EXERCISE:
Each line of the material below with the word "strong" is to be reported.

DATA SHOWN:

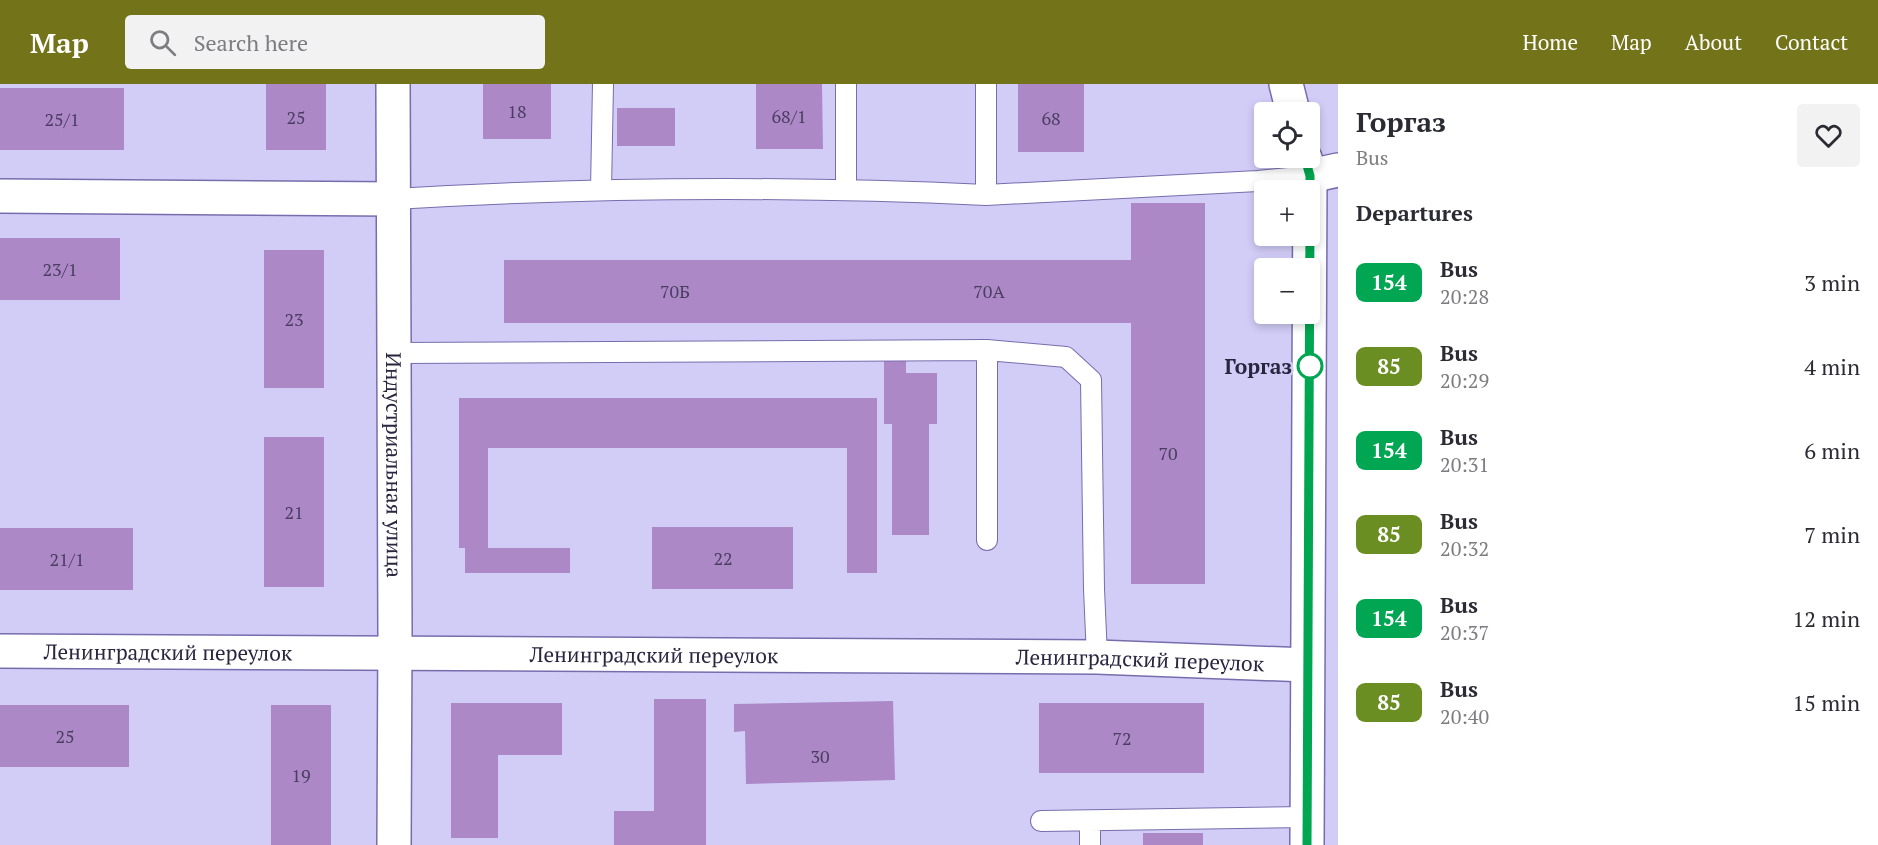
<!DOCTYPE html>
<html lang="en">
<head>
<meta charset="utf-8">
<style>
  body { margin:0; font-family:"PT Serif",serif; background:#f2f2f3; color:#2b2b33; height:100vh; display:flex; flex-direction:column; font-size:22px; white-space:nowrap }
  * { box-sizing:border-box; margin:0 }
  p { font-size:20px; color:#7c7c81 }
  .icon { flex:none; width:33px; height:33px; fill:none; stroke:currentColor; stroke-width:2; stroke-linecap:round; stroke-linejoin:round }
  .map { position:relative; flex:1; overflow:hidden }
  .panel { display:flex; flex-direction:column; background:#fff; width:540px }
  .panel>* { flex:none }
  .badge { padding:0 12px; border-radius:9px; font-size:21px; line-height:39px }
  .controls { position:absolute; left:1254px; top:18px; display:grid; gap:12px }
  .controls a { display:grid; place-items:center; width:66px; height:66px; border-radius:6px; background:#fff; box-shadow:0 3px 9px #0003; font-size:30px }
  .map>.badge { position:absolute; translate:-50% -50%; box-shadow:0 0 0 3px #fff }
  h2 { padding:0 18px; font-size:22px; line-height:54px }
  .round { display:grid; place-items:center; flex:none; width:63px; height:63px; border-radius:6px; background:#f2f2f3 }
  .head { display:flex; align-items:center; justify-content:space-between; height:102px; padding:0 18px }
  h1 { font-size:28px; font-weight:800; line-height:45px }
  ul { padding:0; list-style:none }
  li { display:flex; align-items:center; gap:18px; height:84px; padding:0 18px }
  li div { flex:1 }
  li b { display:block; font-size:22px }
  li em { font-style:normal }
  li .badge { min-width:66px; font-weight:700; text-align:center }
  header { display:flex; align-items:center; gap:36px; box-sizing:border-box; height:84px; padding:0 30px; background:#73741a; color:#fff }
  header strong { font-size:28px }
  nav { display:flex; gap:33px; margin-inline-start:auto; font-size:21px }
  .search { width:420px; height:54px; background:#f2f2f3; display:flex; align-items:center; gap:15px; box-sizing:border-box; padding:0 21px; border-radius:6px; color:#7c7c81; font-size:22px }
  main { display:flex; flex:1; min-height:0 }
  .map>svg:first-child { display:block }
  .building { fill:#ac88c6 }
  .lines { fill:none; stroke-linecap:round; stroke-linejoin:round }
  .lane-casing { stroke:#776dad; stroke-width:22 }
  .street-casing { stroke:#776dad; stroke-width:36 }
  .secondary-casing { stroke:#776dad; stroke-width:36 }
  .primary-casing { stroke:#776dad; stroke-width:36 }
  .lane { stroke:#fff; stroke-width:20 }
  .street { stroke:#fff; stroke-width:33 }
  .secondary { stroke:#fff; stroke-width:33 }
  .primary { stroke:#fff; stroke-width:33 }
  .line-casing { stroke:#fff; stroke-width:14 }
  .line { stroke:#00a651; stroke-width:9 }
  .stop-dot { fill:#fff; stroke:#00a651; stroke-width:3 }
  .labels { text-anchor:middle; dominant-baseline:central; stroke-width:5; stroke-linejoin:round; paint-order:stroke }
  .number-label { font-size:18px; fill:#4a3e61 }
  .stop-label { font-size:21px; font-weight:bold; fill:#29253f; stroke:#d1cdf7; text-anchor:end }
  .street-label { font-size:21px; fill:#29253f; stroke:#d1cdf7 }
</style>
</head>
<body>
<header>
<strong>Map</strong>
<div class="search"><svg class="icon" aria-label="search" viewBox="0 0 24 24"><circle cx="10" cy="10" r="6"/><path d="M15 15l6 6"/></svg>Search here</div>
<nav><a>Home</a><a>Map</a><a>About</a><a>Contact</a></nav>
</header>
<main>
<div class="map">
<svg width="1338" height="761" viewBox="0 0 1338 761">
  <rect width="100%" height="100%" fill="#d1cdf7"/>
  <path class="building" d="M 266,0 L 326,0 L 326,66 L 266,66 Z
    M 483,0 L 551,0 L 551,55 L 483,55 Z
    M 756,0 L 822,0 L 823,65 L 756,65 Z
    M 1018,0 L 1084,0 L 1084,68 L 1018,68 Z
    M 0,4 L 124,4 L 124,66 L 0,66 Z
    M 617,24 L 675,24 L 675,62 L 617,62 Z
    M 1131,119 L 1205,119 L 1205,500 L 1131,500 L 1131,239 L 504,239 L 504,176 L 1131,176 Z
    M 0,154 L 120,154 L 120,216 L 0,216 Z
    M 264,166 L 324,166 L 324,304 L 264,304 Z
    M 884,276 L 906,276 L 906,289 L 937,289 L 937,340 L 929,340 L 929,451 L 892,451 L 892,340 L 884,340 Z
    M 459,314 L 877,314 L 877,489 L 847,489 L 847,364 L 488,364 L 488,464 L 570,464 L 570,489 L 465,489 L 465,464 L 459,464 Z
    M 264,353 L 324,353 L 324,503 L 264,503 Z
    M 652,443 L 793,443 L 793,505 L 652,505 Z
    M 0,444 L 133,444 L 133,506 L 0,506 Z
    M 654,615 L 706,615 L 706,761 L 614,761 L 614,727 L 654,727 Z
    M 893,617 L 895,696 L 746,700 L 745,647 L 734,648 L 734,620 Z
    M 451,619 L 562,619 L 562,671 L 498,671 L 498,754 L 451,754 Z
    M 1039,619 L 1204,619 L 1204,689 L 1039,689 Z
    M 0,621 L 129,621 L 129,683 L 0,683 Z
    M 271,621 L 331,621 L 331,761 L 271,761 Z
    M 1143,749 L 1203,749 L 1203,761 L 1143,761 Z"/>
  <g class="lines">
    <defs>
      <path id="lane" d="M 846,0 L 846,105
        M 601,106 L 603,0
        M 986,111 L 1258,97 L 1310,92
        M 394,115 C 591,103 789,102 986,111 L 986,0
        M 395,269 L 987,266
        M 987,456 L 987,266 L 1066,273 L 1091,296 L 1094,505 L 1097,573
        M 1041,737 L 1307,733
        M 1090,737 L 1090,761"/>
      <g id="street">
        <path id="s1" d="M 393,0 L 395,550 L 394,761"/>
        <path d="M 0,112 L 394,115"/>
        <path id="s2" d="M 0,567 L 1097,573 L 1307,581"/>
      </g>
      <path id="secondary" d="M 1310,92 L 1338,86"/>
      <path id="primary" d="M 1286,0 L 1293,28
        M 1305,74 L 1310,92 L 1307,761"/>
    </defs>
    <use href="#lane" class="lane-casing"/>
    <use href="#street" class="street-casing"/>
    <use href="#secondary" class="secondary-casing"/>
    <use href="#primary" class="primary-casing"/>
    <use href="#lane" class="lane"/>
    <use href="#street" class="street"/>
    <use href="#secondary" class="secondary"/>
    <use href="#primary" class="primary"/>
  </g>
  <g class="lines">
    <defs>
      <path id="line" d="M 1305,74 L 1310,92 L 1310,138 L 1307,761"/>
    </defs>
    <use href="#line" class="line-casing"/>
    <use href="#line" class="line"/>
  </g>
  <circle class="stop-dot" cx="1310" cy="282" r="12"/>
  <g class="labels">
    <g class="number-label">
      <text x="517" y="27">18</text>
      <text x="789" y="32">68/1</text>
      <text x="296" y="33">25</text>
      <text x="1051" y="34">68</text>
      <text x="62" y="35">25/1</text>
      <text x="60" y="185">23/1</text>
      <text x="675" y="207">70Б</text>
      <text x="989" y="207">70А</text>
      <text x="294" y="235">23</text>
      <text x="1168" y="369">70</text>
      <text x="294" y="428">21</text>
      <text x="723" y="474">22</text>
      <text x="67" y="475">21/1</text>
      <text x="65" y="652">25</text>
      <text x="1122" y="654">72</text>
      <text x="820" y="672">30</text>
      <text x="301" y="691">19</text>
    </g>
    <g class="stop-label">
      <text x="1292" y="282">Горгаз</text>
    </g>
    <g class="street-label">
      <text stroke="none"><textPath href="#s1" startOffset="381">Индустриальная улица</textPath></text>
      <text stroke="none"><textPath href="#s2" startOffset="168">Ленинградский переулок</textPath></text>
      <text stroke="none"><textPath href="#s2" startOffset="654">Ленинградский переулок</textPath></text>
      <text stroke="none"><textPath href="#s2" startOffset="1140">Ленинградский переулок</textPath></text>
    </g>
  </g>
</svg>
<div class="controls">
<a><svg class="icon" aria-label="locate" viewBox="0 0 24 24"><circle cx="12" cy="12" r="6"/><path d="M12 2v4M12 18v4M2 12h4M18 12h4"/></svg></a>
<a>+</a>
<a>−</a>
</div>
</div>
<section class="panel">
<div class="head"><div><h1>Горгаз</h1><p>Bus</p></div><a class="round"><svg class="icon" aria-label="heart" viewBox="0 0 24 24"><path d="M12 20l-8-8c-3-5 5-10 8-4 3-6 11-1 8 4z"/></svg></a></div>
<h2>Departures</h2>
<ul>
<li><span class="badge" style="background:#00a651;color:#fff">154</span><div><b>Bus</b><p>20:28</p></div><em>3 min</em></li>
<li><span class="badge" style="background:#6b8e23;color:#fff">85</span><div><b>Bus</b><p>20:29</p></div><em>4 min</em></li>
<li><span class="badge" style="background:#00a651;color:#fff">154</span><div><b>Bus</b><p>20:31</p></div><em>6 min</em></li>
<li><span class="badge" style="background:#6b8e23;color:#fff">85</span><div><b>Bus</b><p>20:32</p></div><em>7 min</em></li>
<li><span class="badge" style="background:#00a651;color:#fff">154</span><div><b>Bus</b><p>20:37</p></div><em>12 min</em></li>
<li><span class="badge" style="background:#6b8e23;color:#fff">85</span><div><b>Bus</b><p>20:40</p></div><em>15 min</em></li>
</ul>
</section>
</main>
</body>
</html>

TASK RESPONSE:
  header strong { font-size:28px }
<strong>Map</strong>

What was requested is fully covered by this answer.